Work item | Exact duplicates of the lines from the top of the data through the line containing "position:absolute; left:15px; top:15px;" are needed, with every picture left out.
··· Exercise material ···
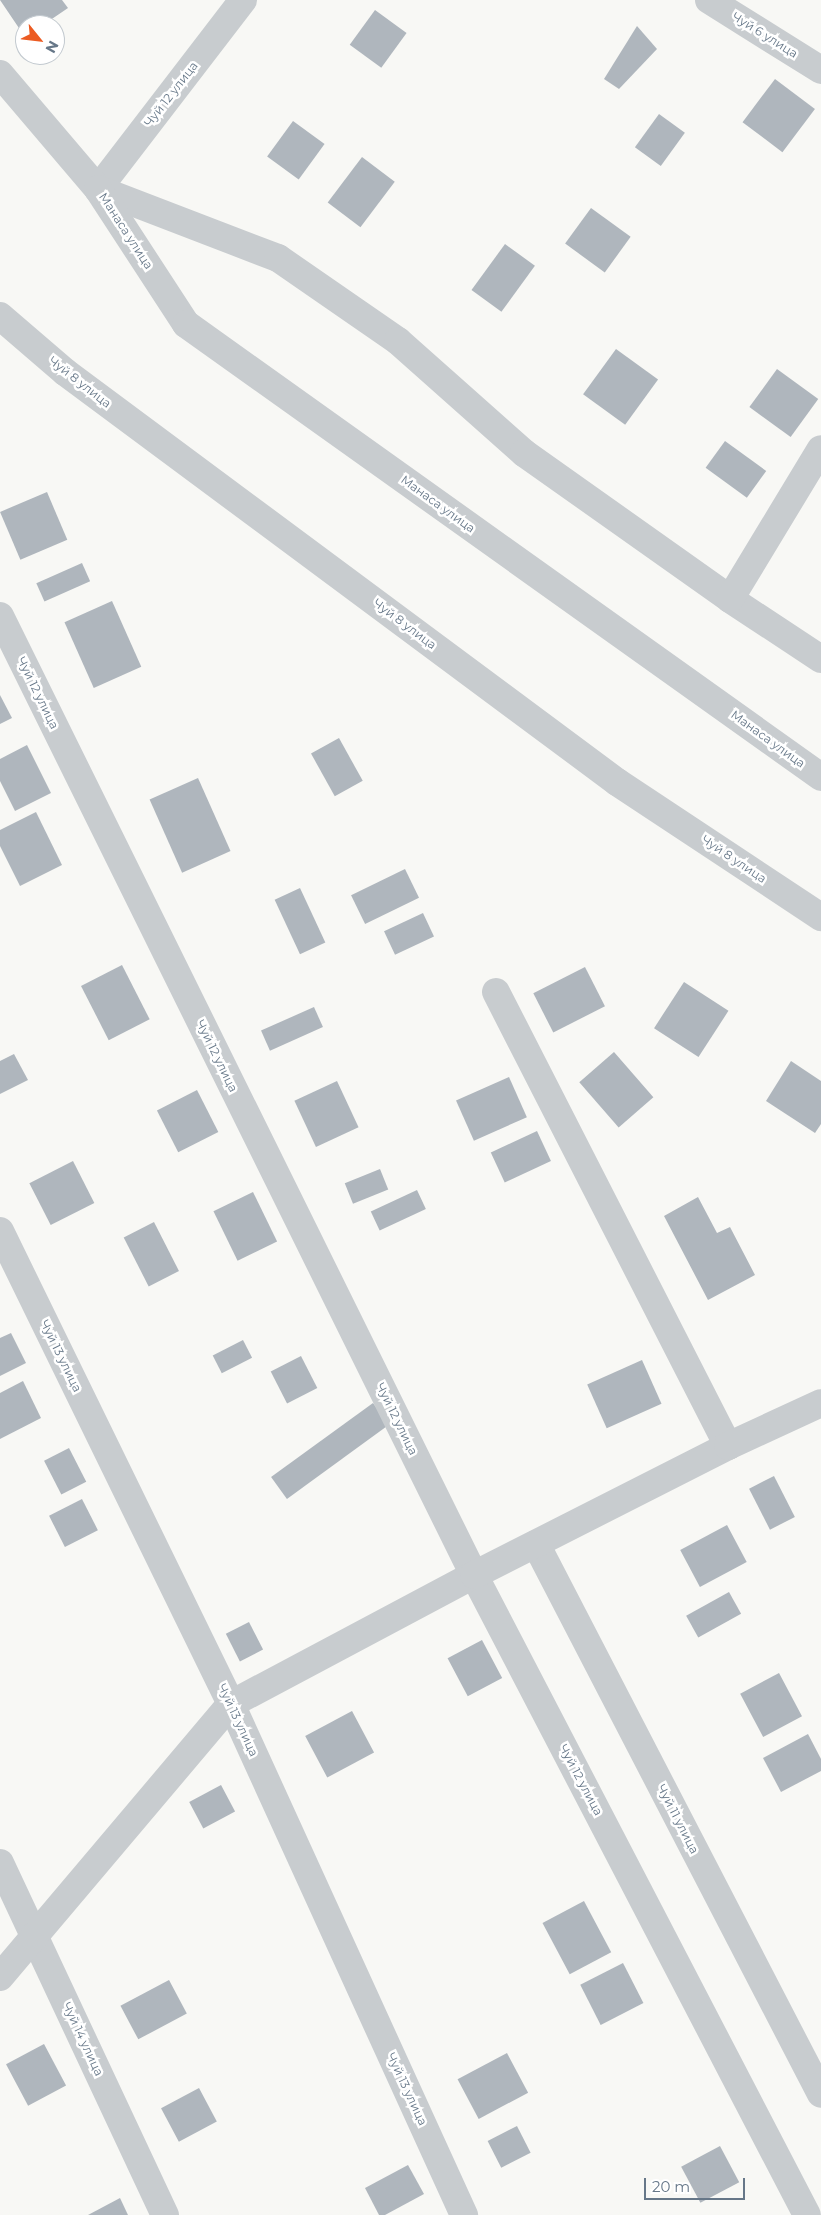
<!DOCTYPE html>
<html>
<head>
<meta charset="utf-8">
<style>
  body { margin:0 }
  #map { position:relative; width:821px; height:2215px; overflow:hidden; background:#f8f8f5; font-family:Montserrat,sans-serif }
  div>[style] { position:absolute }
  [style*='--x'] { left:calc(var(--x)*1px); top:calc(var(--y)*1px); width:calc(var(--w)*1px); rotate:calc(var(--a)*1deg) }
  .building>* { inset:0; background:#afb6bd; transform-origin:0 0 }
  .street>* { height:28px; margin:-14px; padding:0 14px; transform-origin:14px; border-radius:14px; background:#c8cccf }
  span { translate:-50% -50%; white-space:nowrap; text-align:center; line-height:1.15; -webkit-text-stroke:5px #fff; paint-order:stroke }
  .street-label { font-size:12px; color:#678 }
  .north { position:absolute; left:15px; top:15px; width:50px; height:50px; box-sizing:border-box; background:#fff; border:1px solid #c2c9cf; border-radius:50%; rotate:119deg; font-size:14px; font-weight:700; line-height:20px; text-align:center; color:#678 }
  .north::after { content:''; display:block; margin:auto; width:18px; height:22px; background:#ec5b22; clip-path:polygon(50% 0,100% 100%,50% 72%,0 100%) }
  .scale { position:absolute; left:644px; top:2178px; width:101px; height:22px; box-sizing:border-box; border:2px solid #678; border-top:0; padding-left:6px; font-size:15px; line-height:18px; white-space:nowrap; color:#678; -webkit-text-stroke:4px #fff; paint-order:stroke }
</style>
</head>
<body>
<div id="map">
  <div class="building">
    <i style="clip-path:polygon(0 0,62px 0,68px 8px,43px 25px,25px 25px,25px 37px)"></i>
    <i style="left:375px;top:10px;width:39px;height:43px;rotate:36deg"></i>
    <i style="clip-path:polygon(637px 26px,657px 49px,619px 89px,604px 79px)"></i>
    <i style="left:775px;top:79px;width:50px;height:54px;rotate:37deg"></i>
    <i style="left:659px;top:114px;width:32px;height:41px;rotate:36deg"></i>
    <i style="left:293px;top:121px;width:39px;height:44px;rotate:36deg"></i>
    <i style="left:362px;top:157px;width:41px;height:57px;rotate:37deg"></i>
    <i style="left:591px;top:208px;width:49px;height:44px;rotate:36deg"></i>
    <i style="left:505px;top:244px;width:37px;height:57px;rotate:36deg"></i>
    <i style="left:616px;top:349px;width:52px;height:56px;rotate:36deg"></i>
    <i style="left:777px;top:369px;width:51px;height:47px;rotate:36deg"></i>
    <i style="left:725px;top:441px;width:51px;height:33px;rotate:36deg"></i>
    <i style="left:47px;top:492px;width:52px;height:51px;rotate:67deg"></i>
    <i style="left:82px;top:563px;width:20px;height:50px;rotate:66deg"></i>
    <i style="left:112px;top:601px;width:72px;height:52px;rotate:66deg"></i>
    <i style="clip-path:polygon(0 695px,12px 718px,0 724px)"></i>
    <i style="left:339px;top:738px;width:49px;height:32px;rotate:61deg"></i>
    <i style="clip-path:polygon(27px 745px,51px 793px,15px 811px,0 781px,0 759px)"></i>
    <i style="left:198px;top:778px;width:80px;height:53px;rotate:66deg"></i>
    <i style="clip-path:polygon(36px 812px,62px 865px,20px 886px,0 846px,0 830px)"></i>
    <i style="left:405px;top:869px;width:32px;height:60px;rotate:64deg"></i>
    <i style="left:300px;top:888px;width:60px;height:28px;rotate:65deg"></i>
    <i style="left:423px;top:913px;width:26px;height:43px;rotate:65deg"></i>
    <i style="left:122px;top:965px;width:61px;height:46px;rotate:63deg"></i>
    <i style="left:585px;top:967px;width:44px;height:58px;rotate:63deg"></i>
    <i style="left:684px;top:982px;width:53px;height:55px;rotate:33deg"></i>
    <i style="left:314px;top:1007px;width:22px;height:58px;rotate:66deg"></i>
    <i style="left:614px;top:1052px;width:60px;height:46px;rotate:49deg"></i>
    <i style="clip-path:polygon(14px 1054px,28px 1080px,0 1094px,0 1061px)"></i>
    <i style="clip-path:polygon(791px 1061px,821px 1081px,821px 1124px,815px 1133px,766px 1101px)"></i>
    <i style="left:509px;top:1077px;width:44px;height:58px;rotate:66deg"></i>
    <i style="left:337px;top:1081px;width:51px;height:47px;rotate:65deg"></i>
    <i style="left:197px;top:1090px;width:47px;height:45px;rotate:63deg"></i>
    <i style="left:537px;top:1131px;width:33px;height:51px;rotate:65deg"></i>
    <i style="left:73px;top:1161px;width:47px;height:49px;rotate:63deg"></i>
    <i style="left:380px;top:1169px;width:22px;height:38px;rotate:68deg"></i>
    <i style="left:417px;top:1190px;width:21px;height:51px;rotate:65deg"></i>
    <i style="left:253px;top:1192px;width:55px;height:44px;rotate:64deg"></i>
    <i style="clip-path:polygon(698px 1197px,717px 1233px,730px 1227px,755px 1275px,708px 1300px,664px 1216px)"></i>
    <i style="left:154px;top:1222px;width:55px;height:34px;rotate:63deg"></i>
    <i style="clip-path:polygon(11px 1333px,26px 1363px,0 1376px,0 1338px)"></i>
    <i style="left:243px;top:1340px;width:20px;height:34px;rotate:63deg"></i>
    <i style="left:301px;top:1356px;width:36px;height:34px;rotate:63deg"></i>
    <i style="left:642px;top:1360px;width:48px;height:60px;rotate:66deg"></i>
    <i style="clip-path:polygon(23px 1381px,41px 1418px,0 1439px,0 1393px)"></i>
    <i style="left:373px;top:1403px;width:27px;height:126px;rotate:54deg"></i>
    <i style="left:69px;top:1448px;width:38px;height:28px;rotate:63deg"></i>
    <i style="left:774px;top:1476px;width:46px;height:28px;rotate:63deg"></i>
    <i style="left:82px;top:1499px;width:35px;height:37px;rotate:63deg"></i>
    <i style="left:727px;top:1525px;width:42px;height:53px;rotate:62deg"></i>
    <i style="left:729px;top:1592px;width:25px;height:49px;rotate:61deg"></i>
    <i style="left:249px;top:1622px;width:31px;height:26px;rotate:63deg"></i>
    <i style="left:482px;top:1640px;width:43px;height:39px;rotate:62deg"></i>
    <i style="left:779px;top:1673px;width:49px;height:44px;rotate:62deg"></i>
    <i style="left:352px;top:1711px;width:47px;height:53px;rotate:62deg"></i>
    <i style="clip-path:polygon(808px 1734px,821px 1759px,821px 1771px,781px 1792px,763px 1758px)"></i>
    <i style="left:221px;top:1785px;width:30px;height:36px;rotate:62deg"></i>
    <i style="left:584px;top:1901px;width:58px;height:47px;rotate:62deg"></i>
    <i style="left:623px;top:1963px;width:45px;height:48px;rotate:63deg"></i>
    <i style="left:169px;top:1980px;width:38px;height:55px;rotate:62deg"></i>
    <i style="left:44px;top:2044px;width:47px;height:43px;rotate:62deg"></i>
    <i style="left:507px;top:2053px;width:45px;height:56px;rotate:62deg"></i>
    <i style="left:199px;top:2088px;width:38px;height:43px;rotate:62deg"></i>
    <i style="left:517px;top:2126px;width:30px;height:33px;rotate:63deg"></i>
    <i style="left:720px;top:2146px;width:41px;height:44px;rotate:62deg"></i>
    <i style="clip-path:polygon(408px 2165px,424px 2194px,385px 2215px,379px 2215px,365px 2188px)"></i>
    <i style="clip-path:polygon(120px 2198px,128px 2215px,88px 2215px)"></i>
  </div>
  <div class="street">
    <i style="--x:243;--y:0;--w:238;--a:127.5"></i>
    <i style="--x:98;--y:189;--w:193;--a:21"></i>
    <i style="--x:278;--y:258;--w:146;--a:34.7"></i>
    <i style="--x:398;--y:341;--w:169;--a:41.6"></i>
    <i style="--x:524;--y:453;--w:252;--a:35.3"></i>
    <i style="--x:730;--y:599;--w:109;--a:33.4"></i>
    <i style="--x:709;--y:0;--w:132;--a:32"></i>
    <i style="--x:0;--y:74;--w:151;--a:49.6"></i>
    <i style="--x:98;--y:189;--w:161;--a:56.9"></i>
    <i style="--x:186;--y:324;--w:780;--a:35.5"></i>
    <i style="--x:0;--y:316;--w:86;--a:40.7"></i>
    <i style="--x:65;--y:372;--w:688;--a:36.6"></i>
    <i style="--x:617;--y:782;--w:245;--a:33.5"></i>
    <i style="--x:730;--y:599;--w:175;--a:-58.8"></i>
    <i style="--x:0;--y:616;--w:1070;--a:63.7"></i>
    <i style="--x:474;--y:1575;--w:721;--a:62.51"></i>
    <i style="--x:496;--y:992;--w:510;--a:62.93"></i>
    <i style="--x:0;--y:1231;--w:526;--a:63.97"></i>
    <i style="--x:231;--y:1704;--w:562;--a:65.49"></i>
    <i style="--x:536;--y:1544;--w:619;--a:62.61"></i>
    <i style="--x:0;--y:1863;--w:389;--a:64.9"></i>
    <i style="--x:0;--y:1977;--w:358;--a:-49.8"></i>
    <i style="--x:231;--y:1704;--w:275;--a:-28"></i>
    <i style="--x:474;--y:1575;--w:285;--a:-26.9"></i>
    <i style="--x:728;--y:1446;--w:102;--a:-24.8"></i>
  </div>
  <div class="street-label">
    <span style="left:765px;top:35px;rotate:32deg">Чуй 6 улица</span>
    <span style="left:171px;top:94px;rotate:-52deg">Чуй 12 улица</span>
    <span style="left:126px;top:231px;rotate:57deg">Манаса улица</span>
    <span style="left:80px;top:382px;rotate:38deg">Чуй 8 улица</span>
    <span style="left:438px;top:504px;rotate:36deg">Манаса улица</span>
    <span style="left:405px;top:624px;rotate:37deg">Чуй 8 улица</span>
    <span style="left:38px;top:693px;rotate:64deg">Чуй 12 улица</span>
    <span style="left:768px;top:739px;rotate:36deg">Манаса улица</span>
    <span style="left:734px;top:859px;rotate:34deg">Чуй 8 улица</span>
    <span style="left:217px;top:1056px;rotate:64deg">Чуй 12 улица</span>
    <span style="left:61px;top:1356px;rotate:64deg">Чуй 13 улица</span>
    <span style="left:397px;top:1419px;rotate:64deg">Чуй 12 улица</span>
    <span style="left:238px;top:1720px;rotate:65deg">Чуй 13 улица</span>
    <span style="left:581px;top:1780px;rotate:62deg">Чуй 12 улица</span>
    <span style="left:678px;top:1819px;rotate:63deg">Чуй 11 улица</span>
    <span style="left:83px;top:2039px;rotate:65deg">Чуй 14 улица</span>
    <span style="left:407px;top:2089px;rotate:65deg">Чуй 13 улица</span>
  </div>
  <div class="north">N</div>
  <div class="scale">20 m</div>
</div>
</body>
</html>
···
Answer to this problem |
<!DOCTYPE html>
<html>
<head>
<meta charset="utf-8">
<style>
  body { margin:0 }
  #map { position:relative; width:821px; height:2215px; overflow:hidden; background:#f8f8f5; font-family:Montserrat,sans-serif }
  div>[style] { position:absolute }
  [style*='--x'] { left:calc(var(--x)*1px); top:calc(var(--y)*1px); width:calc(var(--w)*1px); rotate:calc(var(--a)*1deg) }
  .building>* { inset:0; background:#afb6bd; transform-origin:0 0 }
  .street>* { height:28px; margin:-14px; padding:0 14px; transform-origin:14px; border-radius:14px; background:#c8cccf }
  span { translate:-50% -50%; white-space:nowrap; text-align:center; line-height:1.15; -webkit-text-stroke:5px #fff; paint-order:stroke }
  .street-label { font-size:12px; color:#678 }
  .north { position:absolute; left:15px; top:15px; width:50px; height:50px; box-sizing:border-box; background:#fff; border:1px solid #c2c9cf; border-radius:50%; rotate:119deg; font-size:14px; font-weight:700; line-height:20px; text-align:center; color:#678 }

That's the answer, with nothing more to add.